The state has agreed to accept $175,000 from an insurance company to settle a lawsuit against a charitable organization accused of misspending money.
Indiana Attorney General Steve Carter announced this week that the state agreed to accept the money to settle a lawsuit against former board members of the Olin B. and Desta Schwab Foundation. None of the money will come from the board members themselves.
Carter said the payment puts to rest a lawsuit he filed against the non-profit’s board in December 2005, four months after it was revealed the foundation had moved to Nevada and paid for a $1.5 million vacation home in a gated resort outside Las Vegas.
The settlement will be paid by Chubb, the company that insured the foundation against losses caused by its officers. The former board members and then-president Richard Blaich’s estate will not pay anything.
“These individuals have paid a price in terms of their reputation in the community,” Carter said.
Attorney Bruce Boxberger said former board members Charles Conville, John Dortch and Jon Garver did nothing wrong and that a statement later will state that.
“There’s a cost to the extent you read your name in the newspaper and there’s allegations of things you didn’t do,” Boxberger said. “They’re certainly happy to put this behind them.”

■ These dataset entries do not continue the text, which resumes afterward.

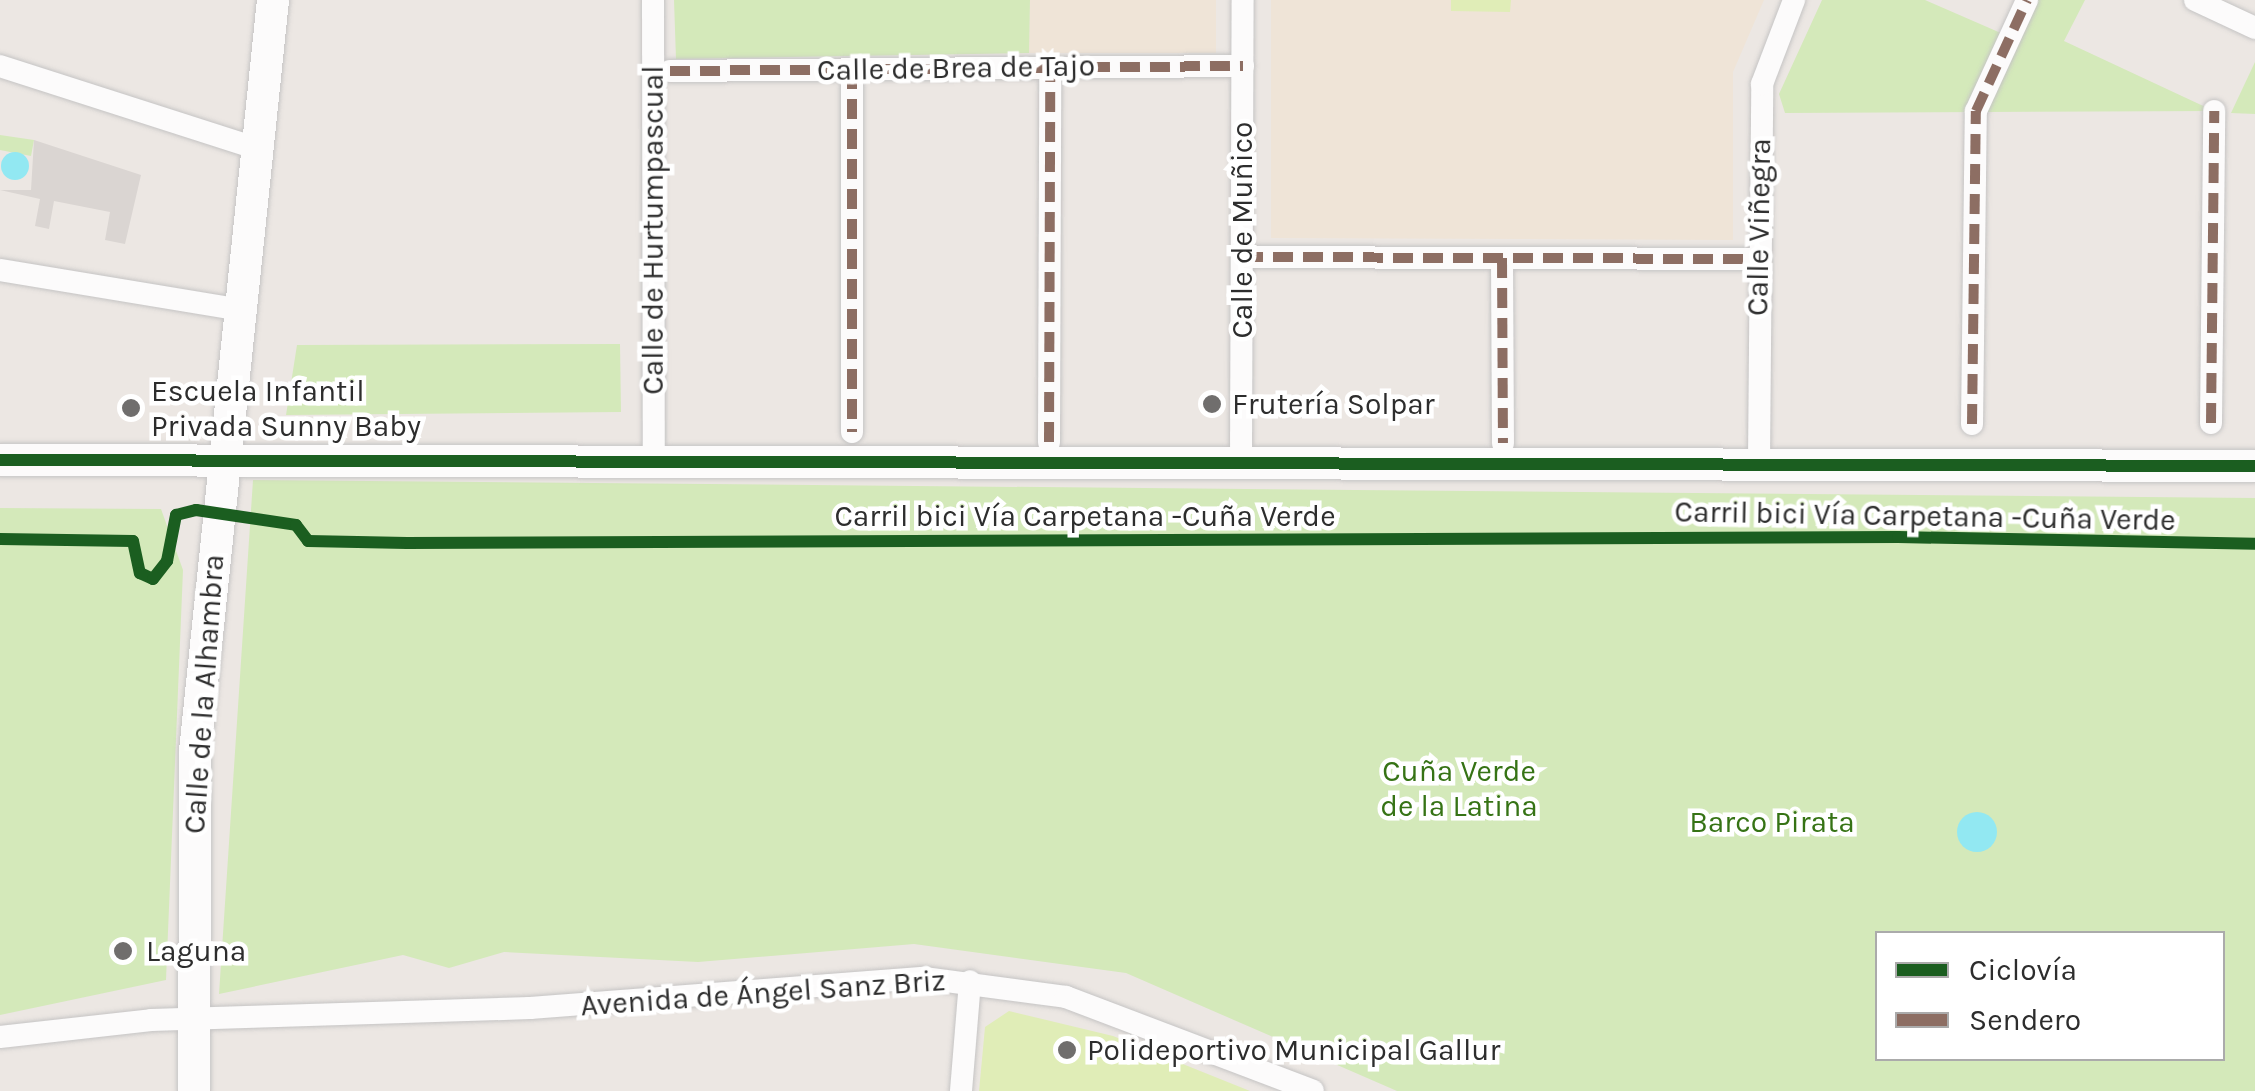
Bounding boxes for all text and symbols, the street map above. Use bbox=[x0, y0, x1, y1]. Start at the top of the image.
street label: Calle de Brea de Tajo bbox=[817, 48, 1095, 88]
street label: Calle de Hurtumpascual bbox=[635, 65, 671, 395]
street label: Calle de Muñico bbox=[1224, 121, 1260, 339]
street label: Calle Viñegra bbox=[1739, 138, 1779, 316]
place label: Escuela Infantil Privada Sunny Baby bbox=[151, 373, 421, 444]
place label: Frutería Solpar bbox=[1232, 386, 1435, 422]
marker: Frutería Solpar bbox=[1201, 393, 1223, 415]
marker: Escuela Infantil Privada Sunny Baby bbox=[120, 397, 142, 419]
street label: Carril bici Vía Carpetana -Cuña Verde bbox=[1674, 494, 2176, 538]
street label: Carril bici Vía Carpetana -Cuña Verde bbox=[834, 498, 1336, 534]
street label: Calle de la Alhambra bbox=[176, 553, 232, 835]
park label: Cuña Verde de la Latina bbox=[1380, 753, 1538, 824]
park label: Barco Pirata bbox=[1689, 804, 1855, 840]
legend bbox=[1875, 931, 2225, 1061]
place label: Laguna bbox=[146, 933, 246, 969]
marker: Laguna bbox=[110, 938, 136, 964]
text: Ciclovía bbox=[1969, 952, 2077, 988]
street label: Avenida de Ángel Sanz Briz bbox=[579, 962, 947, 1024]
text: Sendero bbox=[1969, 1002, 2081, 1038]
place label: Polideportivo Municipal Gallur bbox=[1087, 1032, 1500, 1068]
marker: Polideportivo Municipal Gallur bbox=[1056, 1039, 1078, 1061]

The foundation was formed in 1989 by widower Olin Schwab, who died in 1991, to help area students choose careers.
Carter, who had sought to recover $400,000 in alleged misspending, said the $175,000 settlement was reasonable, as court action might have taken years and not resulted in much more money.

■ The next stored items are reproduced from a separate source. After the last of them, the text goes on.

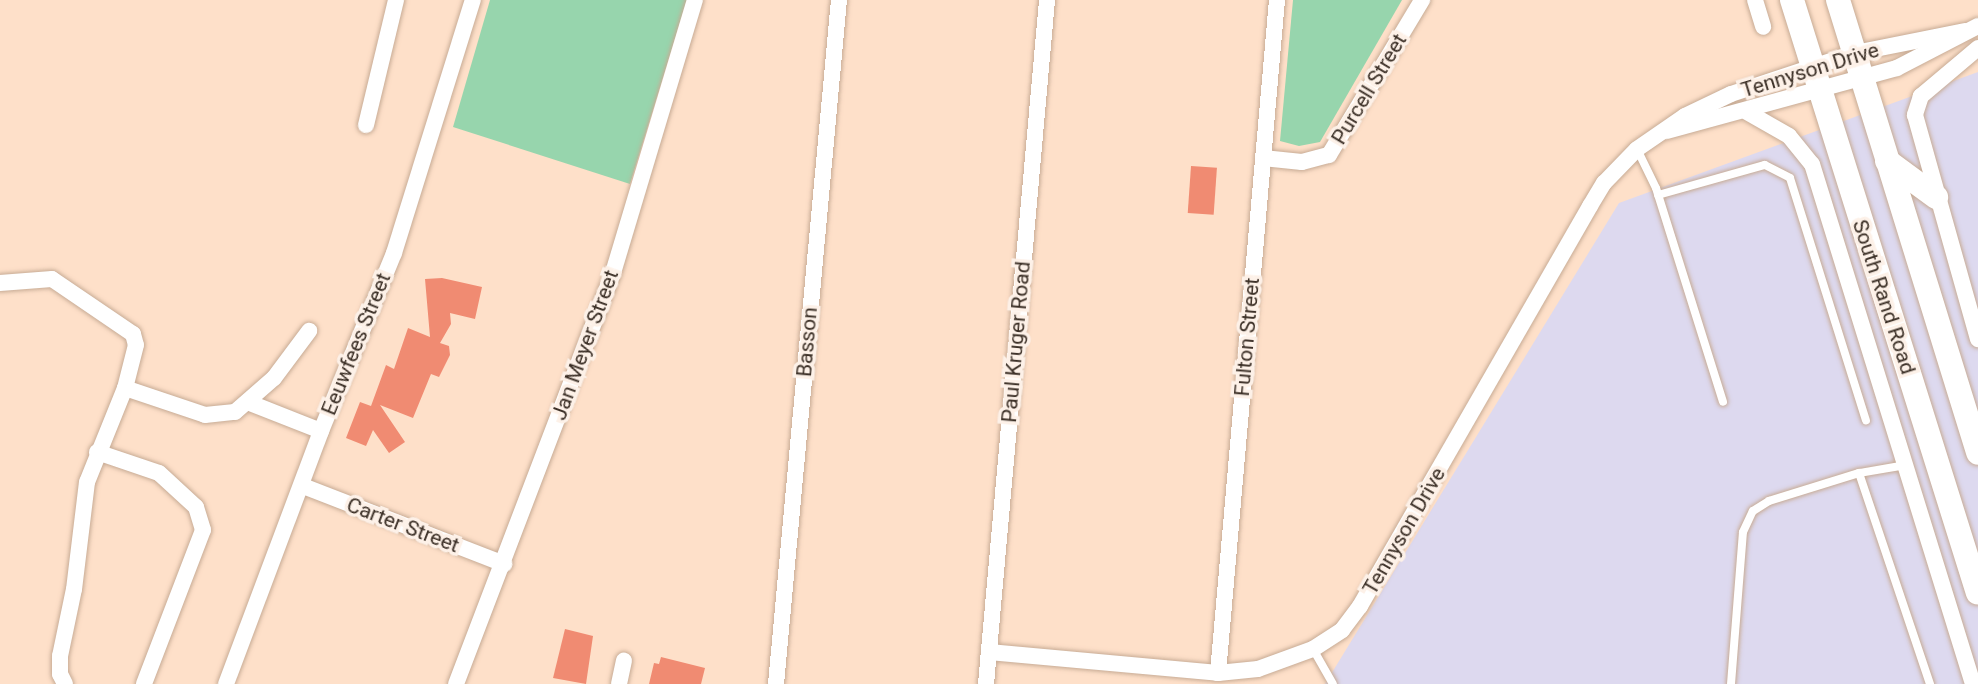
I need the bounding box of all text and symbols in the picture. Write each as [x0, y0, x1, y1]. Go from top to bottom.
street label: Purcell Street [1326, 29, 1412, 149]
street label: Tennyson Drive [1738, 37, 1882, 103]
street label: South Rand Road [1847, 217, 1921, 377]
street label: Paul Kruger Road [996, 260, 1036, 424]
street label: Jan Meyer Street [546, 267, 624, 423]
street label: Eeuwfees Street [316, 269, 396, 419]
street label: Fulton Street [1229, 277, 1265, 397]
street label: Basson [791, 306, 823, 378]
street label: Tennyson Drive [1357, 463, 1451, 599]
street label: Carter Street [343, 492, 463, 558]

The settlement does not contain a statement saying it should not be construed as an admission of wrongdoing by the former board members.
The lawsuit 14 months ago removed Blaich, Garver and Dortch from the board and also named Conville, who was a board member at the time many of the decisions were made but later replaced by Garver.
Since Carter’s suit was filed, an interim board has replaced all former members, the house in Nevada has been sold, and the process of moving the foundation back to Indiana is nearly complete. The interim board gave more than $235,000 in grants last June.